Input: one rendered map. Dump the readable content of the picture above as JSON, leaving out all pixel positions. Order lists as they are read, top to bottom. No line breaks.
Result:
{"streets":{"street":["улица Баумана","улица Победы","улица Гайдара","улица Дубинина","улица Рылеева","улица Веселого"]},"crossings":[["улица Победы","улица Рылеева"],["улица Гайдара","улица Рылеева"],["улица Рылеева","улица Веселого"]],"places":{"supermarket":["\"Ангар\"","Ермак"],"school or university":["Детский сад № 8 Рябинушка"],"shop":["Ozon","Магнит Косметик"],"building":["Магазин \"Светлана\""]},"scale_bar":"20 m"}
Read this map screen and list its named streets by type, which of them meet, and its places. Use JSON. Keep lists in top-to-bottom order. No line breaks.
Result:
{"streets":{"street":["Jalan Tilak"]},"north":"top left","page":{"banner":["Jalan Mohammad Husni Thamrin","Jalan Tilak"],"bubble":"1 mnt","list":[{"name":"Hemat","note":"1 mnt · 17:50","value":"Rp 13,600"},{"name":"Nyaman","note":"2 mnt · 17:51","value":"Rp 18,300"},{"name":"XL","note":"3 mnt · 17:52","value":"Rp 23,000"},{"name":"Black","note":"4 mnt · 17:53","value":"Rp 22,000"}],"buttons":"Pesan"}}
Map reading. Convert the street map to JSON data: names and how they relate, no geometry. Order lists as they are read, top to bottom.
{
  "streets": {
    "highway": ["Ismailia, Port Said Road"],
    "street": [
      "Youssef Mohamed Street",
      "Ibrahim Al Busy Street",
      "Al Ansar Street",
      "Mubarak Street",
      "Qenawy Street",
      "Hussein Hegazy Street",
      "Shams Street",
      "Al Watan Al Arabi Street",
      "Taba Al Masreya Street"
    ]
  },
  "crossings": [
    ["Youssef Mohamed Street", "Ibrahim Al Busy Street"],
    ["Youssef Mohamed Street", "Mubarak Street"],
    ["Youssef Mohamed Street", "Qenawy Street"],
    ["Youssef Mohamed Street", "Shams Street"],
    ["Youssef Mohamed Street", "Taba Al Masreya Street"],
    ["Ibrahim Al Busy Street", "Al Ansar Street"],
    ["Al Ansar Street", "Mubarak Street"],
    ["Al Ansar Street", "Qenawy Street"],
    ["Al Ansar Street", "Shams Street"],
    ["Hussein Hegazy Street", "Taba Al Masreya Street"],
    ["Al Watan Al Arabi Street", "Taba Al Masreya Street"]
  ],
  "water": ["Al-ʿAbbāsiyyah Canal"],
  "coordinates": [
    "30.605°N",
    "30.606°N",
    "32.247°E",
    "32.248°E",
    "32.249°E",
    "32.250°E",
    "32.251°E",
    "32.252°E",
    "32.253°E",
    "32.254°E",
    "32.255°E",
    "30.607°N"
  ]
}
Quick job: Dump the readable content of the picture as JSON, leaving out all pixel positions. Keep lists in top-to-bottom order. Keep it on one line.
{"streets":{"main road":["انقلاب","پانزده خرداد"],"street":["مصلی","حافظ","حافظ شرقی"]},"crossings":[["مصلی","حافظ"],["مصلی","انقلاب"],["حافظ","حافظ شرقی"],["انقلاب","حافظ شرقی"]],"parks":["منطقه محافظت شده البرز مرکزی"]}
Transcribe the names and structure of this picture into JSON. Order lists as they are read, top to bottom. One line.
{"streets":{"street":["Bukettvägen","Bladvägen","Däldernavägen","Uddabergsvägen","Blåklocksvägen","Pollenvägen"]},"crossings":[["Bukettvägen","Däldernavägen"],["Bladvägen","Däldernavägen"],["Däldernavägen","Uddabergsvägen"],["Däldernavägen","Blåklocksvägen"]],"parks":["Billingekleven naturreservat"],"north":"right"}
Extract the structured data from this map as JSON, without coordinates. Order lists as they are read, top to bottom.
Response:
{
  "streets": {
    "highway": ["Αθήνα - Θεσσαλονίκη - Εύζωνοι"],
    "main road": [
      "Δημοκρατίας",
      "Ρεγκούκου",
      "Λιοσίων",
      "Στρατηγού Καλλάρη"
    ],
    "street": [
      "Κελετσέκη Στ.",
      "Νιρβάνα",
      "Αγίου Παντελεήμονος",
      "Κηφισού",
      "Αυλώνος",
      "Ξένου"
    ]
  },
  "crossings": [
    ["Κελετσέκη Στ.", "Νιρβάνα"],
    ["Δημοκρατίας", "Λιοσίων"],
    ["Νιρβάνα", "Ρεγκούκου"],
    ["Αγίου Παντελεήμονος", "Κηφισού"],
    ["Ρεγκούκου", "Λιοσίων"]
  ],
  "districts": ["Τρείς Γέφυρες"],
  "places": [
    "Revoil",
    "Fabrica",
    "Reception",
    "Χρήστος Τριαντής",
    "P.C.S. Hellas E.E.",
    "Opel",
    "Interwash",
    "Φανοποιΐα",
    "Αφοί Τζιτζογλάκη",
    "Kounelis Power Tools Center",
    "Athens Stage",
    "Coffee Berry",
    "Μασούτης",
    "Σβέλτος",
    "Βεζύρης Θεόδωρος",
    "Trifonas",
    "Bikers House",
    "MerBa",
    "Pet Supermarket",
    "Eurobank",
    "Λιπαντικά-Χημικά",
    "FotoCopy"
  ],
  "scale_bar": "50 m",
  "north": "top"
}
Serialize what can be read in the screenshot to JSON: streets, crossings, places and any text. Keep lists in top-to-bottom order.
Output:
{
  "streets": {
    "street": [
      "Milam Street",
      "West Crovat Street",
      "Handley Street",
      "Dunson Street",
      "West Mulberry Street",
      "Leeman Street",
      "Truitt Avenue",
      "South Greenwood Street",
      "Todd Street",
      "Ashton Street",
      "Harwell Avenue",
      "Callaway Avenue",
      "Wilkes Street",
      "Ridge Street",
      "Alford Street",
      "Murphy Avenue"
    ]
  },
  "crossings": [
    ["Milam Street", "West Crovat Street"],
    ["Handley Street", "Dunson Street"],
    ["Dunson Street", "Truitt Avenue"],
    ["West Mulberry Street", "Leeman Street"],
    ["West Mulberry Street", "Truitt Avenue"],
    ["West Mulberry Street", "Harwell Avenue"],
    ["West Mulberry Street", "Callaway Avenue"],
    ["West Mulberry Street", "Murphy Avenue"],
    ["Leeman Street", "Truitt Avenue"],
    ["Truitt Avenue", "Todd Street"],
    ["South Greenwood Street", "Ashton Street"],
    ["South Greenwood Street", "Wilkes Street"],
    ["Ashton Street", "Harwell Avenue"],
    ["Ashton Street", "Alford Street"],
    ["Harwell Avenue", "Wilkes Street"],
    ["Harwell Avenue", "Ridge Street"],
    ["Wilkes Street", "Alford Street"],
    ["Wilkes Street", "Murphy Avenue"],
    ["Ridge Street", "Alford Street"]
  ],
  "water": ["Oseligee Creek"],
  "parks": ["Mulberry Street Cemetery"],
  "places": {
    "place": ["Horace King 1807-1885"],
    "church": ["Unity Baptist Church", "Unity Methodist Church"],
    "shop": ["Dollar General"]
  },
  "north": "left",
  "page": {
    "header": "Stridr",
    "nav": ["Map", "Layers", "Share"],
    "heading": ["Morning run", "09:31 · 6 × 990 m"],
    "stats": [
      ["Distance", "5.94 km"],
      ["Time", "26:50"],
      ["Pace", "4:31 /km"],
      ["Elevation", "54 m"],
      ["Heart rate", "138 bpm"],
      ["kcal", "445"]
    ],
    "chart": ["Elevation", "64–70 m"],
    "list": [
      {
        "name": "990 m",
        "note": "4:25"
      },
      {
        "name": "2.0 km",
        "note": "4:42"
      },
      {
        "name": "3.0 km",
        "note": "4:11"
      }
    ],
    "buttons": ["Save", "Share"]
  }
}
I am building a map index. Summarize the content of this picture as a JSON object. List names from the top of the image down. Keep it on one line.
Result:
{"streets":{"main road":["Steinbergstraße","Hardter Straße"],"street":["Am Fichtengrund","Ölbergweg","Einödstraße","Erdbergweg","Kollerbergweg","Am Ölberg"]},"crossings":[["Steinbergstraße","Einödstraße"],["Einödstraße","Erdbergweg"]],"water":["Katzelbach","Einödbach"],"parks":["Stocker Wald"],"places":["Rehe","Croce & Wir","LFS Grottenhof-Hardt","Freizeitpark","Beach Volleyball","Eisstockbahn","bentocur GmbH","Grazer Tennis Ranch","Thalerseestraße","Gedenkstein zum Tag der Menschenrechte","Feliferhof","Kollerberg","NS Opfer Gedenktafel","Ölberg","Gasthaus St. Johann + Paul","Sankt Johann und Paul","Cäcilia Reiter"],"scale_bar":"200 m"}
◇ ◇ ◇ ◇ ◇
## WHAT YOU WILL DO
Above this task is a listing. Restate, word for word and with nothing added, the lines from the one with "Transcribe the names" through the one with "Extract the structured".

## SOLVED EXERCISE
Transcribe the names and structure of this picture into JSON. Order lists as they are read, top to bottom. One line.
{"streets":{"street":["Bukettvägen","Bladvägen","Däldernavägen","Uddabergsvägen","Blåklocksvägen","Pollenvägen"]},"crossings":[["Bukettvägen","Däldernavägen"],["Bladvägen","Däldernavägen"],["Däldernavägen","Uddabergsvägen"],["Däldernavägen","Blåklocksvägen"]],"parks":["Billingekleven naturreservat"],"north":"right"}
Extract the structured data from this map as JSON, without coordinates. Order lists as they are read, top to bottom.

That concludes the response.